Task details>
Please repeat the entire listing verbatim and keep the pictures out.

Task material>
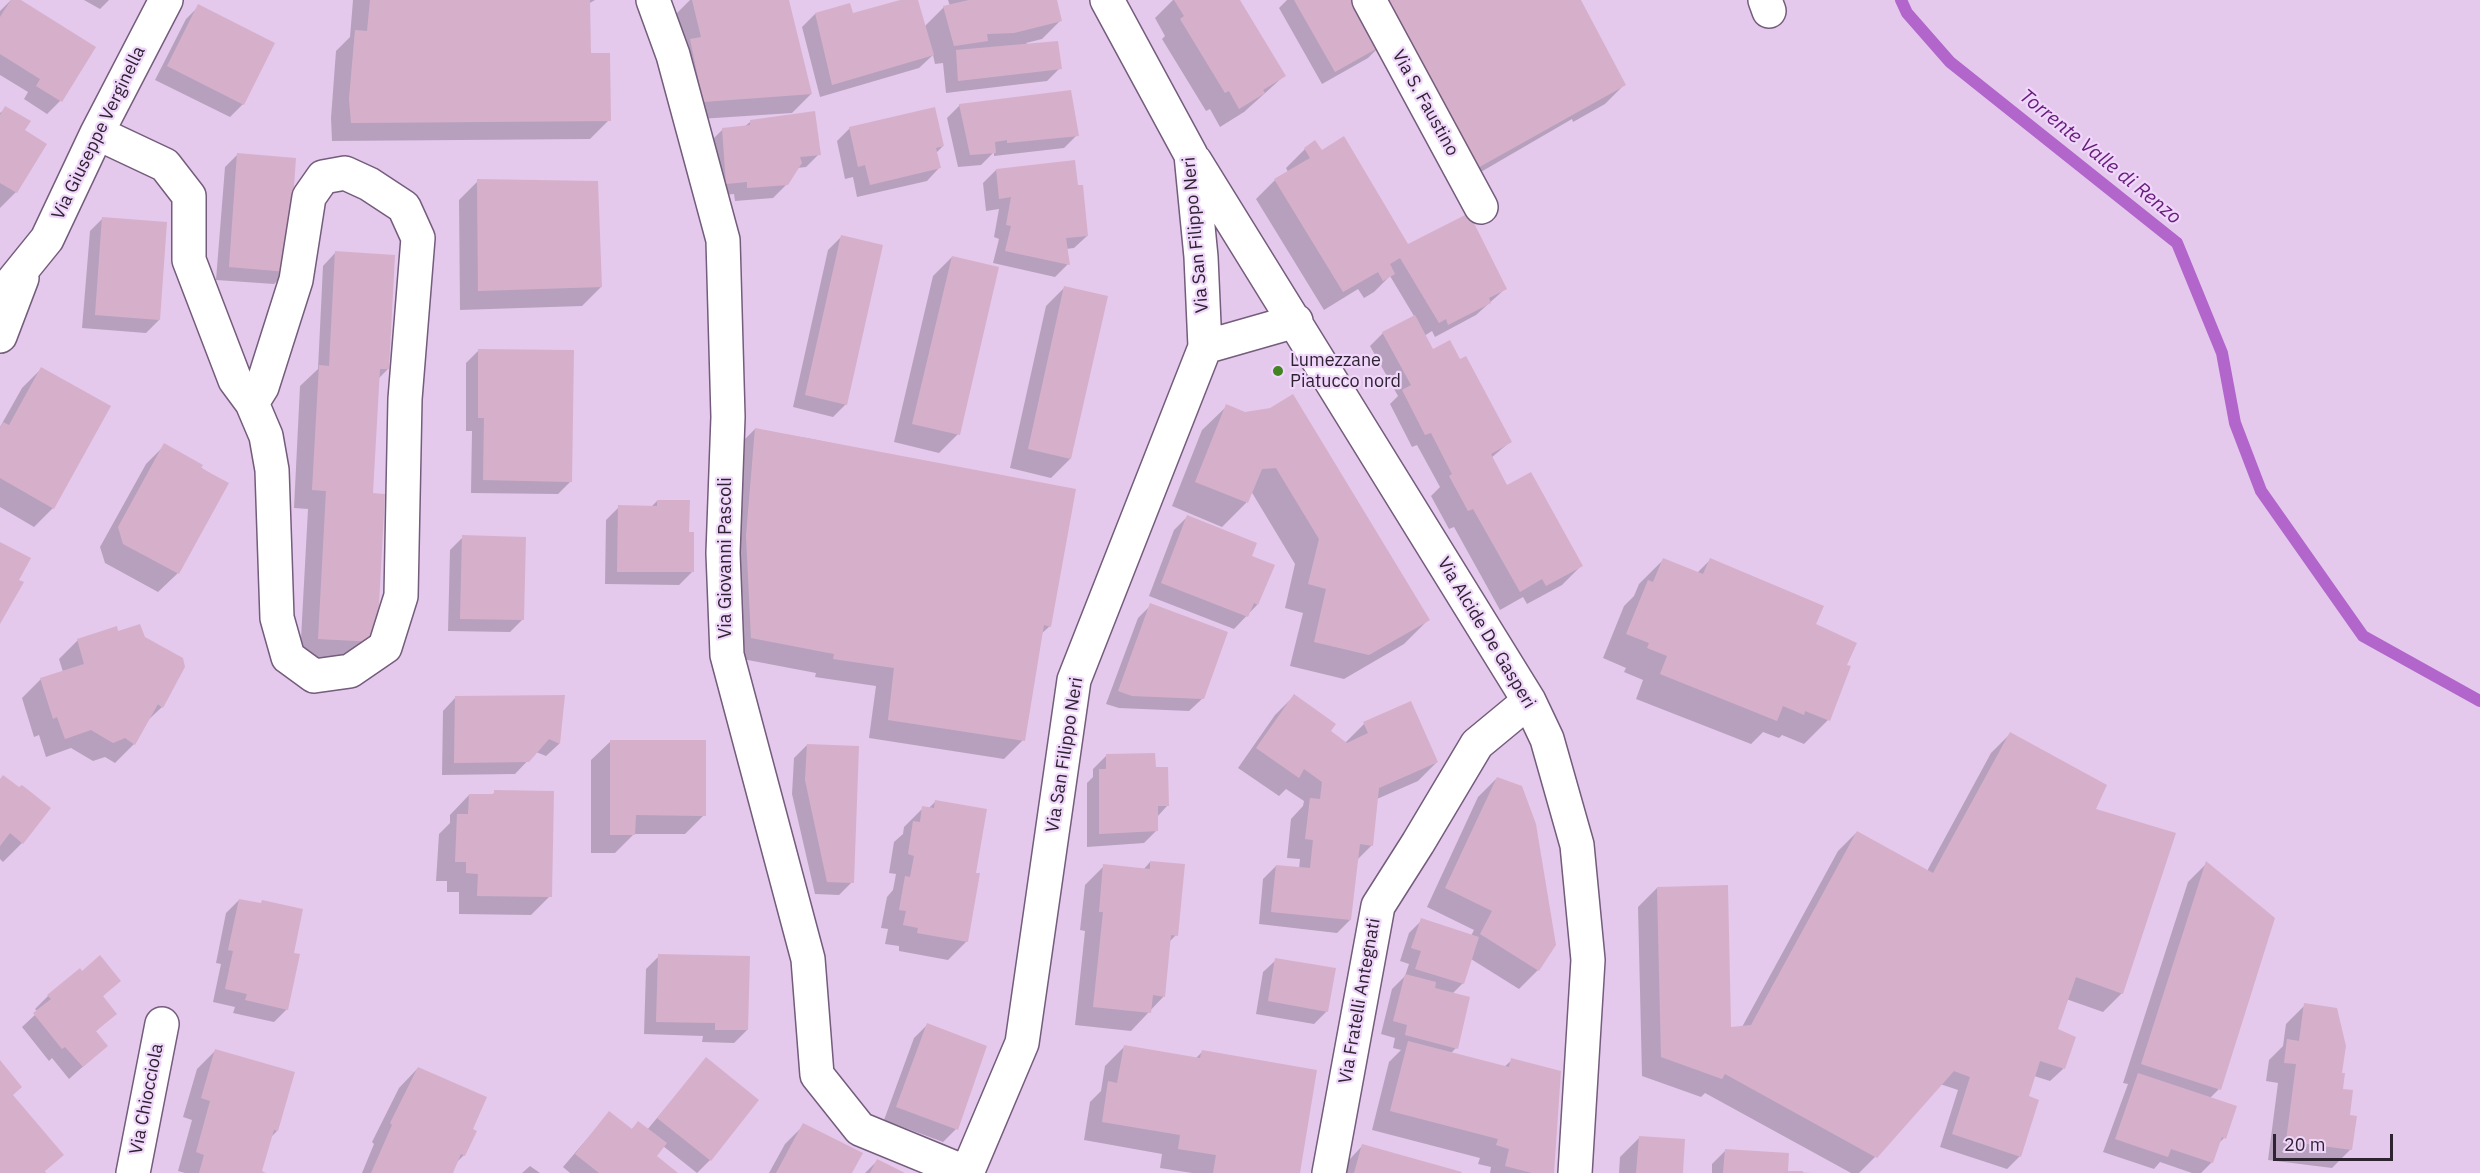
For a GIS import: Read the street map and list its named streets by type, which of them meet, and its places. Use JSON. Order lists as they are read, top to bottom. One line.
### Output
{"streets":{"street":["Via S. Faustino","Via Giuseppe Verginella","Via San Filippo Neri","Via Giovanni Pascoli","Via Alcide De Gasperi","Via Fratelli Antegnati","Via Chiocciola"]},"crossings":[["Via San Filippo Neri","Via Giovanni Pascoli"],["Via San Filippo Neri","Via Alcide De Gasperi"],["Via Alcide De Gasperi","Via Fratelli Antegnati"]],"water":["Torrente Valle di Renzo"],"places":["Lumezzane Piatucco nord"],"scale_bar":"20 m"}
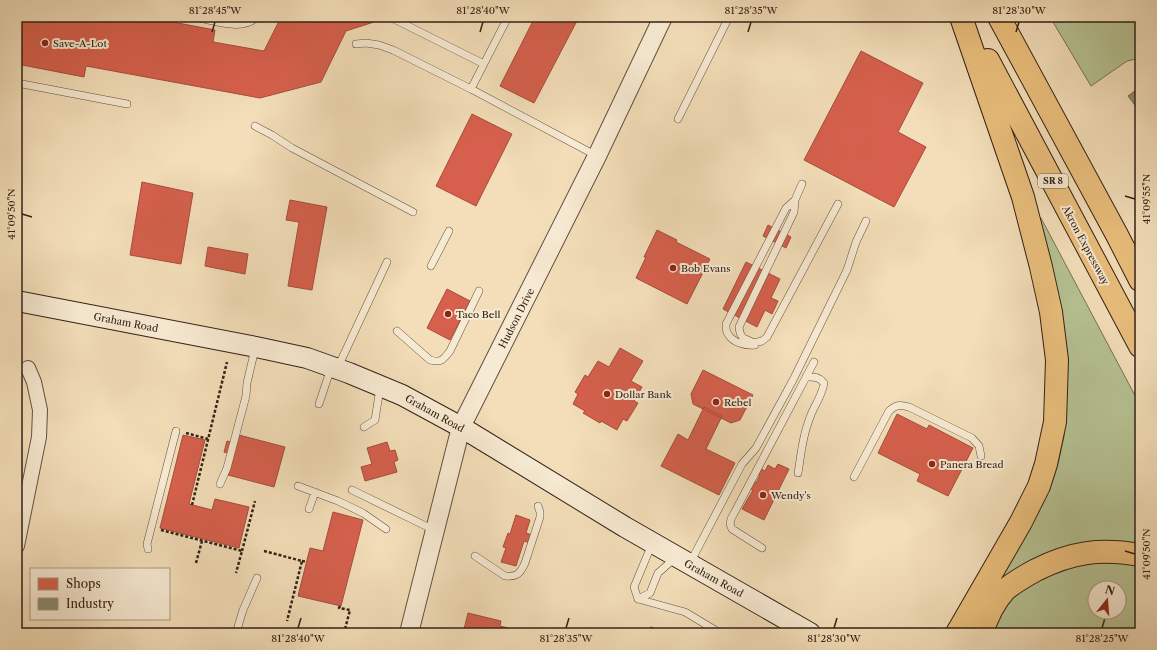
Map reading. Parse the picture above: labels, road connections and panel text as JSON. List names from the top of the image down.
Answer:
{
  "streets": {
    "highway": ["SR 8", "Akron Expressway"],
    "main road": ["Graham Road"],
    "street": ["Hudson Drive"]
  },
  "crossings": [
    ["Hudson Drive", "Graham Road"]
  ],
  "places": [
    "Save-A-Lot",
    "Bob Evans",
    "Taco Bell",
    "Dollar Bank",
    "Rebel",
    "Panera Bread",
    "Wendy's"
  ],
  "legend": ["Shops", "Industry"],
  "north": "top",
  "coordinates": [
    "81°28'45\"W",
    "81°28'40\"W",
    "81°28'35\"W",
    "81°28'30\"W",
    "41°09'55\"N",
    "41°09'50\"N",
    "81°28'25\"W"
  ]
}
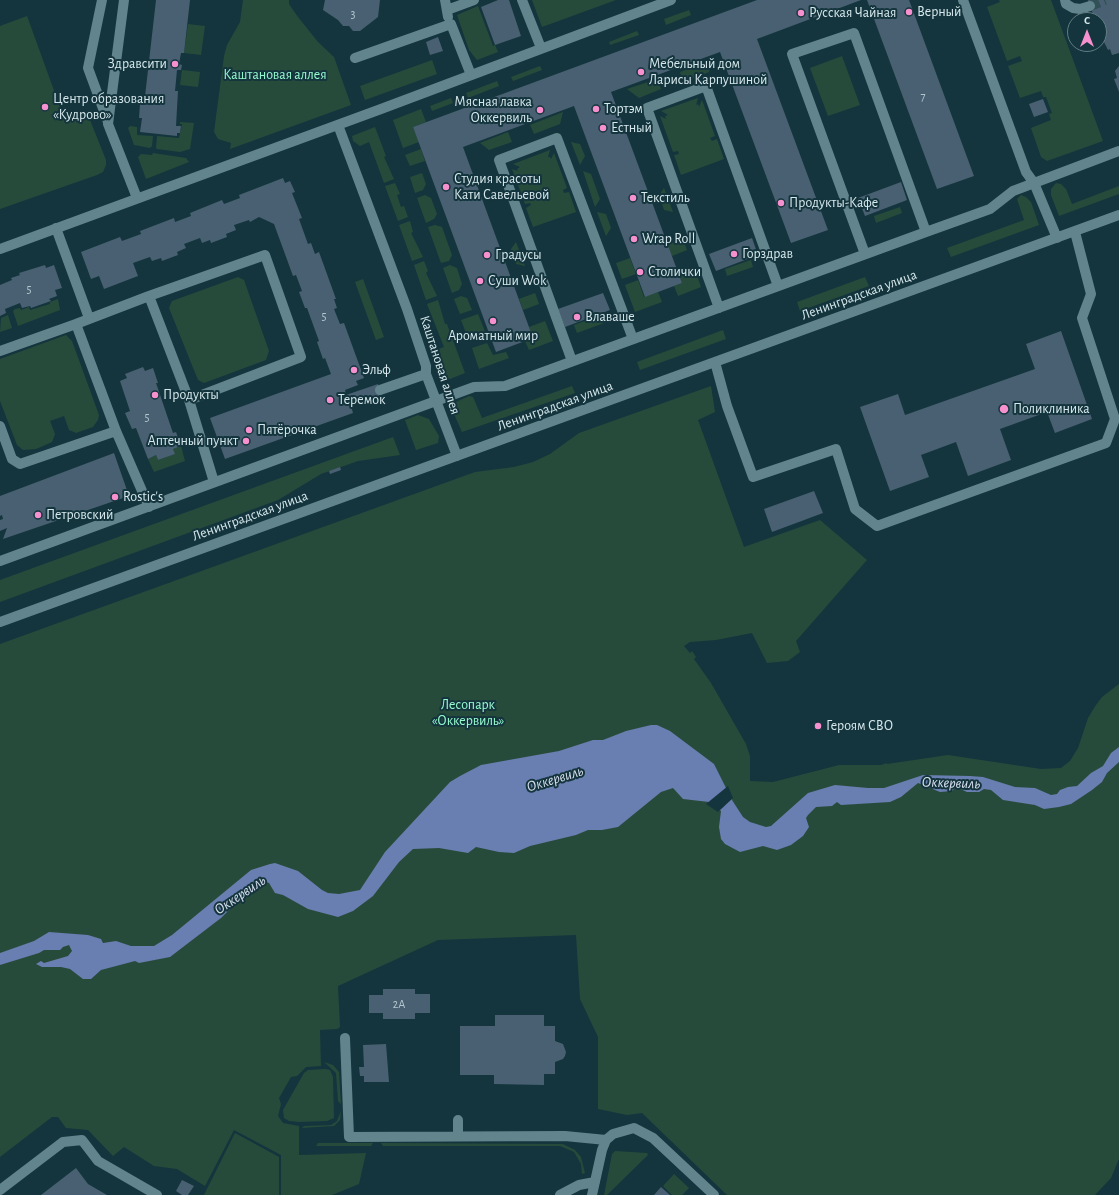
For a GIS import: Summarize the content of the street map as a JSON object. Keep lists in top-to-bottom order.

Answer to the exercise>
For a GIS import: Read the street map and list its named streets by type, which of them meet, and its places. Use JSON. Order lists as they are read, top to bottom. One line.
### Output
{"streets":{"street":["Via S. Faustino","Via Giuseppe Verginella","Via San Filippo Neri","Via Giovanni Pascoli","Via Alcide De Gasperi","Via Fratelli Antegnati","Via Chiocciola"]},"crossings":[["Via San Filippo Neri","Via Giovanni Pascoli"],["Via San Filippo Neri","Via Alcide De Gasperi"],["Via Alcide De Gasperi","Via Fratelli Antegnati"]],"water":["Torrente Valle di Renzo"],"places":["Lumezzane Piatucco nord"],"scale_bar":"20 m"}
Map reading. Parse the picture above: labels, road connections and panel text as JSON. List names from the top of the image down.
Answer:
{
  "streets": {
    "highway": ["SR 8", "Akron Expressway"],
    "main road": ["Graham Road"],
    "street": ["Hudson Drive"]
  },
  "crossings": [
    ["Hudson Drive", "Graham Road"]
  ],
  "places": [
    "Save-A-Lot",
    "Bob Evans",
    "Taco Bell",
    "Dollar Bank",
    "Rebel",
    "Panera Bread",
    "Wendy's"
  ],
  "legend": ["Shops", "Industry"],
  "north": "top",
  "coordinates": [
    "81°28'45\"W",
    "81°28'40\"W",
    "81°28'35\"W",
    "81°28'30\"W",
    "41°09'55\"N",
    "41°09'50\"N",
    "81°28'25\"W"
  ]
}
For a GIS import: Summarize the content of the street map as a JSON object. Keep lists in top-to-bottom order.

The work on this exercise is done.